Dracula ( novel) written by Bram stoker is a text which reflects its English Victorian era context, where gender roles were repressed and science and religion had a conflicting relationship. Van Helsing (Stephen Summers) is a contemporary reproduction which demonstrates the same concepts and concerns that have endured but evolved, and so they have been represented for the modern day audience. The evolution of the concern of Gender roles and the idea of the new woman is very obvious through the comparison this essay will make between the conservative Victorian era Mina Harker and the superwoman 2004 Anna. The Victorian era’s idea of Science and Technology Vs Religion evident in Dracula, has endured, and reincarnated through the characterization such as the equipped superhero-type Van Helsing and the ageless scientific Dracula. Modernised concepts are heavily represented through clever usage of film devices and technique such as shot angles, music and scene structure.

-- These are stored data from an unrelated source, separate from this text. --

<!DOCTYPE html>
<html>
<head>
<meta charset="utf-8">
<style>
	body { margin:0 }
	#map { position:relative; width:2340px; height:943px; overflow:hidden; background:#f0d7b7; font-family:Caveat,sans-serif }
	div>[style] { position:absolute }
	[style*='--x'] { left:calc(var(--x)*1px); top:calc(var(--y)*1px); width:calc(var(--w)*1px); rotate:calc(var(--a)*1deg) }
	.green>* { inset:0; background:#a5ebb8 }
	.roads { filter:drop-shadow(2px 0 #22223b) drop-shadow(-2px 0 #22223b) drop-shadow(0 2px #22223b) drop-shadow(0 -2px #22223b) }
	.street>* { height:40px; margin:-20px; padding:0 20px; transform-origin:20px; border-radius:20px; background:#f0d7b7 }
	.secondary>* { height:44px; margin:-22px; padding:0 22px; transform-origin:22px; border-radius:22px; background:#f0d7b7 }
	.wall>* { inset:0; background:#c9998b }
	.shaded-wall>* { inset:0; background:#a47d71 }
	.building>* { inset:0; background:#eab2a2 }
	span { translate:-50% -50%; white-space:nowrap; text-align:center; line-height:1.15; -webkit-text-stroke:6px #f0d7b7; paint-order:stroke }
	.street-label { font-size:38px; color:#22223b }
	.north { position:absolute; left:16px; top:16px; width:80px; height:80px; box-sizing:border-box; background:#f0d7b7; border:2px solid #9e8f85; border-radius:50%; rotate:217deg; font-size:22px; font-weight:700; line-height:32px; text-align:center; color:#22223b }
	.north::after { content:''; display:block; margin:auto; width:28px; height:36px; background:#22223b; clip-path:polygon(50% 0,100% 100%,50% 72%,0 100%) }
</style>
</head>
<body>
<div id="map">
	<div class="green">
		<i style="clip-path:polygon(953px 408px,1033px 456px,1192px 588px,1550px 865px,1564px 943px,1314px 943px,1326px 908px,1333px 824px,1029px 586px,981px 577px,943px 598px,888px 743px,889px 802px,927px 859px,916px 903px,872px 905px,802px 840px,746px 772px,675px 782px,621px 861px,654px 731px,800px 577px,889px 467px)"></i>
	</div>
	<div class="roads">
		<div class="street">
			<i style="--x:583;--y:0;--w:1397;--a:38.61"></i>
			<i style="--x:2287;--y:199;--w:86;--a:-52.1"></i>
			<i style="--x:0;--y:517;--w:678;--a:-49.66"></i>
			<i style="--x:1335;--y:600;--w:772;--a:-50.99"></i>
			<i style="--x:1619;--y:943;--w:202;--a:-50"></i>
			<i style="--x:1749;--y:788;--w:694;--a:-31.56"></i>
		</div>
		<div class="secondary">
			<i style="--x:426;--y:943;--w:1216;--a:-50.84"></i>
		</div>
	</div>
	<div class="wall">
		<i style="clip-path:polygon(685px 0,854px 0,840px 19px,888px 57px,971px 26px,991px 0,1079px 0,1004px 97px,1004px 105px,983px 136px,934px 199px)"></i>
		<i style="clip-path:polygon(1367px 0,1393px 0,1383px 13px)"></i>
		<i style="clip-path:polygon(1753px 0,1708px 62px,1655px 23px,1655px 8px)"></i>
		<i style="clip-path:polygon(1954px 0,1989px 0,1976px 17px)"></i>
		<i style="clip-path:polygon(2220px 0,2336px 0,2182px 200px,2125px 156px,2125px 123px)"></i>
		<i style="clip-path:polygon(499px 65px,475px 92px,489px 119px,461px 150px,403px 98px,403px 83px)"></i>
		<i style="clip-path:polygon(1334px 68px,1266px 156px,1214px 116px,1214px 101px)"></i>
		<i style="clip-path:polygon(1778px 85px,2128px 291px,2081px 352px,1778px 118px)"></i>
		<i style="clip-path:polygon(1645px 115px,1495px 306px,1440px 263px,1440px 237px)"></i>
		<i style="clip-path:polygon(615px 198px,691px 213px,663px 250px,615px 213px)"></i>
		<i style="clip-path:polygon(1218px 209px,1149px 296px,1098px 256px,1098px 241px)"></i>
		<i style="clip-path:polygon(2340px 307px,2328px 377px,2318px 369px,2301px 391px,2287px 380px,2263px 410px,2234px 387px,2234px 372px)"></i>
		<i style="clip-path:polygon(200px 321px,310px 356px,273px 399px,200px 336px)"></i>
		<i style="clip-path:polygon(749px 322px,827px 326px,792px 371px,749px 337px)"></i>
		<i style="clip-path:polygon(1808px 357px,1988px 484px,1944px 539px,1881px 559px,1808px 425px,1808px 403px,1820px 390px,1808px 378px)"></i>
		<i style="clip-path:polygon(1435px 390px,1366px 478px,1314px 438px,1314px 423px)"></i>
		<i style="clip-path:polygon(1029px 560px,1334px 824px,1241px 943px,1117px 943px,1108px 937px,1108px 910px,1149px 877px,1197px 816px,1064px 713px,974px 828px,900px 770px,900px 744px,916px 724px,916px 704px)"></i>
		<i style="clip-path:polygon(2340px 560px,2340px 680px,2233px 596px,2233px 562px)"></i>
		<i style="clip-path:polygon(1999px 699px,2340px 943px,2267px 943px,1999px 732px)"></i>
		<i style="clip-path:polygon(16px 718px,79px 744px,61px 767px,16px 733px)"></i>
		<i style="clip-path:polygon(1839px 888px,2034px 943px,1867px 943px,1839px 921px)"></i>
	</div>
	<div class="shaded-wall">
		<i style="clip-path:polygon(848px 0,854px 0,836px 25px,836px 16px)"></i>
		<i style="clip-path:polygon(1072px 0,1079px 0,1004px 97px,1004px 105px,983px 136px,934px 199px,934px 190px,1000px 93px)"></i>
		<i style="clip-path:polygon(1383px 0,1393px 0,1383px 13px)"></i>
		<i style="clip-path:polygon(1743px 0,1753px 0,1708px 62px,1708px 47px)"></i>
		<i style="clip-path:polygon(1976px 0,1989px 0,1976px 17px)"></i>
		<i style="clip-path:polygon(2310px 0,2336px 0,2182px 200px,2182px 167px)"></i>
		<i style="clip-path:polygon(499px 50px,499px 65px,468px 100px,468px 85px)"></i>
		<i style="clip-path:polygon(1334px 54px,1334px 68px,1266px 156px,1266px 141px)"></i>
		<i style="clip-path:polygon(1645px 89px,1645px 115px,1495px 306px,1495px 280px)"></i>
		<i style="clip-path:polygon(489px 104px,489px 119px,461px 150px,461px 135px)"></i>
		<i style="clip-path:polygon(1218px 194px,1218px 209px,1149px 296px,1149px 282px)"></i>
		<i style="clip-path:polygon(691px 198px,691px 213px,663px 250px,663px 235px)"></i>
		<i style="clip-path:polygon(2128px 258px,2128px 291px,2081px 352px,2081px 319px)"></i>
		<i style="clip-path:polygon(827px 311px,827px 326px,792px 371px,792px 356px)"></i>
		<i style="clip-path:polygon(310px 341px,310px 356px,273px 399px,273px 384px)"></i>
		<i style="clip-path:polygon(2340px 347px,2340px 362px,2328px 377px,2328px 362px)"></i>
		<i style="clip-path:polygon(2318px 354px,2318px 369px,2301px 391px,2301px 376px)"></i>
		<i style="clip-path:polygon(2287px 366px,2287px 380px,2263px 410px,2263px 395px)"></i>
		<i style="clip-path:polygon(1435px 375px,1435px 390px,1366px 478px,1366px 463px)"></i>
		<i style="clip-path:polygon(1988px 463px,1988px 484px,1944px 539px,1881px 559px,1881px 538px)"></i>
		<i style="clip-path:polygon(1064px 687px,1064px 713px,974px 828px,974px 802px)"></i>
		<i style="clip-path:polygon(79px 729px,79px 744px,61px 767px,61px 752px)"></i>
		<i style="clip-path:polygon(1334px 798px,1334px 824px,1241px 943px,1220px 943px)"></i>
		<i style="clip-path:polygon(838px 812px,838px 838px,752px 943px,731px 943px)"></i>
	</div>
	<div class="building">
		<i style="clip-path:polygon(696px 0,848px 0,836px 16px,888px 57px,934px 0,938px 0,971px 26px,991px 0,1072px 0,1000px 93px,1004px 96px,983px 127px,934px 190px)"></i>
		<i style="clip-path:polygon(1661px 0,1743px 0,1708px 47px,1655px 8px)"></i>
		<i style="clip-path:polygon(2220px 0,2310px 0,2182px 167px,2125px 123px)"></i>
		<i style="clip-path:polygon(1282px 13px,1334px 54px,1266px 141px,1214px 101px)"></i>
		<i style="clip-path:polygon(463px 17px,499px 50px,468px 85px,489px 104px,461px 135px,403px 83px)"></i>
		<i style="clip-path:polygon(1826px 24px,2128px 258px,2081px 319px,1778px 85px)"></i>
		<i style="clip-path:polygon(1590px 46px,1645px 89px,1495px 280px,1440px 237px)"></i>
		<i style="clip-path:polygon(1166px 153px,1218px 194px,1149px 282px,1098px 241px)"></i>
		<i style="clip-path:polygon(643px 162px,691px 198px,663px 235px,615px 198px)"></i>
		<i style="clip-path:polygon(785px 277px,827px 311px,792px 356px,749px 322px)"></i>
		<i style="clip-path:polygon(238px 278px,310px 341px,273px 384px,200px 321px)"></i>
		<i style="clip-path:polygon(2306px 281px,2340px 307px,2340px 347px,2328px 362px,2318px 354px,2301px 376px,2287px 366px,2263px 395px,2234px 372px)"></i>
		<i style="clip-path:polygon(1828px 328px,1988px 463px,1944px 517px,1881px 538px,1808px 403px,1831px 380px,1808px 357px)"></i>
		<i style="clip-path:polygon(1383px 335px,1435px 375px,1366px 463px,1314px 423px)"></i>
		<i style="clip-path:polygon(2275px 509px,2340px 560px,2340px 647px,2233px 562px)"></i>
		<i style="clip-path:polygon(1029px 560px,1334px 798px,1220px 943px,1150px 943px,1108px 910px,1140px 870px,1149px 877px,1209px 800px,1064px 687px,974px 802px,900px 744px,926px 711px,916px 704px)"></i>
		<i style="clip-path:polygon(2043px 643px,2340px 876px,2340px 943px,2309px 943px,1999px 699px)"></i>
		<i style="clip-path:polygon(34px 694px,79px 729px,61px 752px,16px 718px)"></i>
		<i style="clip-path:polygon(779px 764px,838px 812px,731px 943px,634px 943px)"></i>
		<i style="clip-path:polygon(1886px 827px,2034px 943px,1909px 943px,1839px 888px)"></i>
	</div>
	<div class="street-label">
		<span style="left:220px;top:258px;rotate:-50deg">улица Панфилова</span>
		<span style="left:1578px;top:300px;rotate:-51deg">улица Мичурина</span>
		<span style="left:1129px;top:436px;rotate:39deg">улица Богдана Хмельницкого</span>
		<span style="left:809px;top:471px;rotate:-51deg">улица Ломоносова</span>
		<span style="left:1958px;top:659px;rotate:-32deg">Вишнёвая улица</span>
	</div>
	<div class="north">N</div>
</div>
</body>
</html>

Women of the Victorian era had very suppressed roles and it was at this time, where women were struggling for liberation causing the evolution of the Victorian new woman. Lucy Wenestria, the evolving New woman in Dracula, was seen by the society as a female character with outrageous behaviour and socially unacceptable due to her sexual expression. However, Bram Stoker’s Lucy character would seem almost conservative compared to the modernised ‘Anna’ of Van Helsing. It is obvious that because of the liberation and dominance gained by women over the years since the Victorian era, the women of the contemporary film would be even more dominant and outrageous in behaviour, sexually and violently. This is demonstrated in the re-incarnation of Lucy, Anna of Van Helsing.